An investor should consider the following factors in determining whether or not to acquire Units:
1. Business of Xxxxxx International Corp.
Xxxxxx International Corp. (“Xxxxxx”) will become a wholly owned subsidiary of the Company upon the closing of the proposed merger between HIC Acquisition Co. and Xxxxxx (the “Merger”). The business of Xxxxxx has been under significant pressure and Xxxxxx recorded a loss of nearly $5 million through June 30, 2009. Potential investors in the Company should carefully review the “Risk Factors” section of Hirsch’s Form 10-K for the year-ended December 31, 2008 (“10-K”). In addition, potential investors should also review Hirsch’s quarterly report on Form 10-Q for the period ended June 30, 2009 (10-Q”), as well as the definitive proxy statement in respect of the Merger dated September 23, 2009 (“Definitive Proxy Statement”), as these documents contain detailed information regarding Hirsch’s current business and outlook. Each of the 10-K, 10-Q and Definitive Proxy Statement may be found on the SEC’s website at xxx.xxx.xxx or are available upon request from the Company.
2. Borrowing by the Company and Xxxxxx; Subordination Agreements
The Company is negotiating an asset based lending facility with Keltic Financial Partners II, LP (“Keltic”) in connection with the acquisition of Xxxxxx in the Merger and the operation of the business of Xxxxxx thereafter. This facility will be secured by, among other things, all of the Company’s shares in Xxxxxx (after the completion of the Merger) and substantially all of the assets of Xxxxxx. Investors should be aware that the Company and Xxxxxx would be significantly leveraged.

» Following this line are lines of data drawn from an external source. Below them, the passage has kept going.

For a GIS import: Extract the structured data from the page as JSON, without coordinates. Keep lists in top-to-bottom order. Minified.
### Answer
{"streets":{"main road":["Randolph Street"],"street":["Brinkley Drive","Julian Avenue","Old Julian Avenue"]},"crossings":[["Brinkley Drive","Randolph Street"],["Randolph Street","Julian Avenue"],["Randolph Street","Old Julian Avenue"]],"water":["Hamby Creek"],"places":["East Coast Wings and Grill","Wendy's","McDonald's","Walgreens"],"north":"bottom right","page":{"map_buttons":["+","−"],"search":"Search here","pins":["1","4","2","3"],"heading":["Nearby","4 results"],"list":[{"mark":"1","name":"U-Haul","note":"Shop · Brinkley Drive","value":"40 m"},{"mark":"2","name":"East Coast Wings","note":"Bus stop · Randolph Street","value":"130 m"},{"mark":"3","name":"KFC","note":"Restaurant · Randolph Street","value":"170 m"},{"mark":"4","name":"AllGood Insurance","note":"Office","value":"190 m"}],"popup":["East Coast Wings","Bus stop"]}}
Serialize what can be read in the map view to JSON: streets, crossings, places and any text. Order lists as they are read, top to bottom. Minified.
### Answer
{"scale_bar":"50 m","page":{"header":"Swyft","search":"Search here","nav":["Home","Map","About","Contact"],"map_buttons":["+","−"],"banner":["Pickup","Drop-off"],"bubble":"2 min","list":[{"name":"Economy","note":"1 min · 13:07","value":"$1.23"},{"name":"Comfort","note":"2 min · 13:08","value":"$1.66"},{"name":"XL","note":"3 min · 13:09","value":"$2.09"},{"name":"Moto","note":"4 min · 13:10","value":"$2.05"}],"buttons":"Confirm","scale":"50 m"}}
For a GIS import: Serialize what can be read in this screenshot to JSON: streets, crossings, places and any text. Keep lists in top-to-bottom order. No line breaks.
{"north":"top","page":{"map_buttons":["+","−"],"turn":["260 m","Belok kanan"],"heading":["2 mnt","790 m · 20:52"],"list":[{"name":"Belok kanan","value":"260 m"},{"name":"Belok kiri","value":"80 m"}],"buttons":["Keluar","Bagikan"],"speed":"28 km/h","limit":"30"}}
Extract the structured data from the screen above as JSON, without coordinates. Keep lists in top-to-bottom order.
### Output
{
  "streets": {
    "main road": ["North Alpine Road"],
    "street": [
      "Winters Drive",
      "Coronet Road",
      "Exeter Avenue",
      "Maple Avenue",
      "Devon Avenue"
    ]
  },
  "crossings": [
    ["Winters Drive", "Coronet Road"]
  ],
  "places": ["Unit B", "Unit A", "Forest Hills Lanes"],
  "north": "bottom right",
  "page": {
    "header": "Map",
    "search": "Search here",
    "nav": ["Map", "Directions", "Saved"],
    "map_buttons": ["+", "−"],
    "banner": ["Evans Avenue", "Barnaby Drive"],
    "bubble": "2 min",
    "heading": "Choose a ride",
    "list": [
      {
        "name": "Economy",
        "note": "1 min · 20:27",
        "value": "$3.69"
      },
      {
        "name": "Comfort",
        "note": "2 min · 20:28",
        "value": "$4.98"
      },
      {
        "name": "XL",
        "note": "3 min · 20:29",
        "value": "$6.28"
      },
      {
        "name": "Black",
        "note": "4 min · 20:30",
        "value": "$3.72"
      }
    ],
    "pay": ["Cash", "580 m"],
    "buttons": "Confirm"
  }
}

In addition, Keltic may require, in connection with the borrowing, that each investor execute a subordination agreement, expressly subordinating their interests to the interests of Keltic with respect to loans advanced by Keltic.
3. Limited Liquidity.
The Units, each consisting of one (1) share of the Common Stock, par value $.01 per share (“Common Shares”) and four (4) shares of Preferred Stock, par value $.01 per share (“Preferred Shares” and, together with the Common Shares, the “Shares”) offered hereby have not been registered under the Securities Act of 1933, as amended (the “Securities Act”) or any state securities laws, and may not be reoffered or resold unless an exemption from the registration requirements of the Securities Act (and corresponding state law) is
i
available. Shares may be pledged, assigned, hypothecated or otherwise transferred only pursuant to the terms of the Stockholders Agreement entered into by the holders of the Shares and the Company. No market exists or is anticipated will exist for the Shares, and the Shares only are redeemable by the Company at its election.
4. Governance Structure.
Under the terms of the Stockholders Agreement Xxxx Xxxxxxxxx has the sole power to nominate all directors to the board of directors of the Company, and in combination with his role as Chief Executive Officer of the Company, therefore has the sole discretion to make effectively all important decisions regarding the business and operations of the Company through contractual arrangements and delegation of authority to officers and agents of the Company. Further, borrowing agreements being negotiated with Keltic will effectively require Xxxx Xxxxxxxxx to (i) remain as President and CEO of the Company and (ii) to continue to own at least a majority of the voting Shares of the Company. As a result, holders of Shares (other than Xxxx Xxxxxxxxx) will have limited influence on the business and affairs of the Company and limited ability to effect a change of control of the Company.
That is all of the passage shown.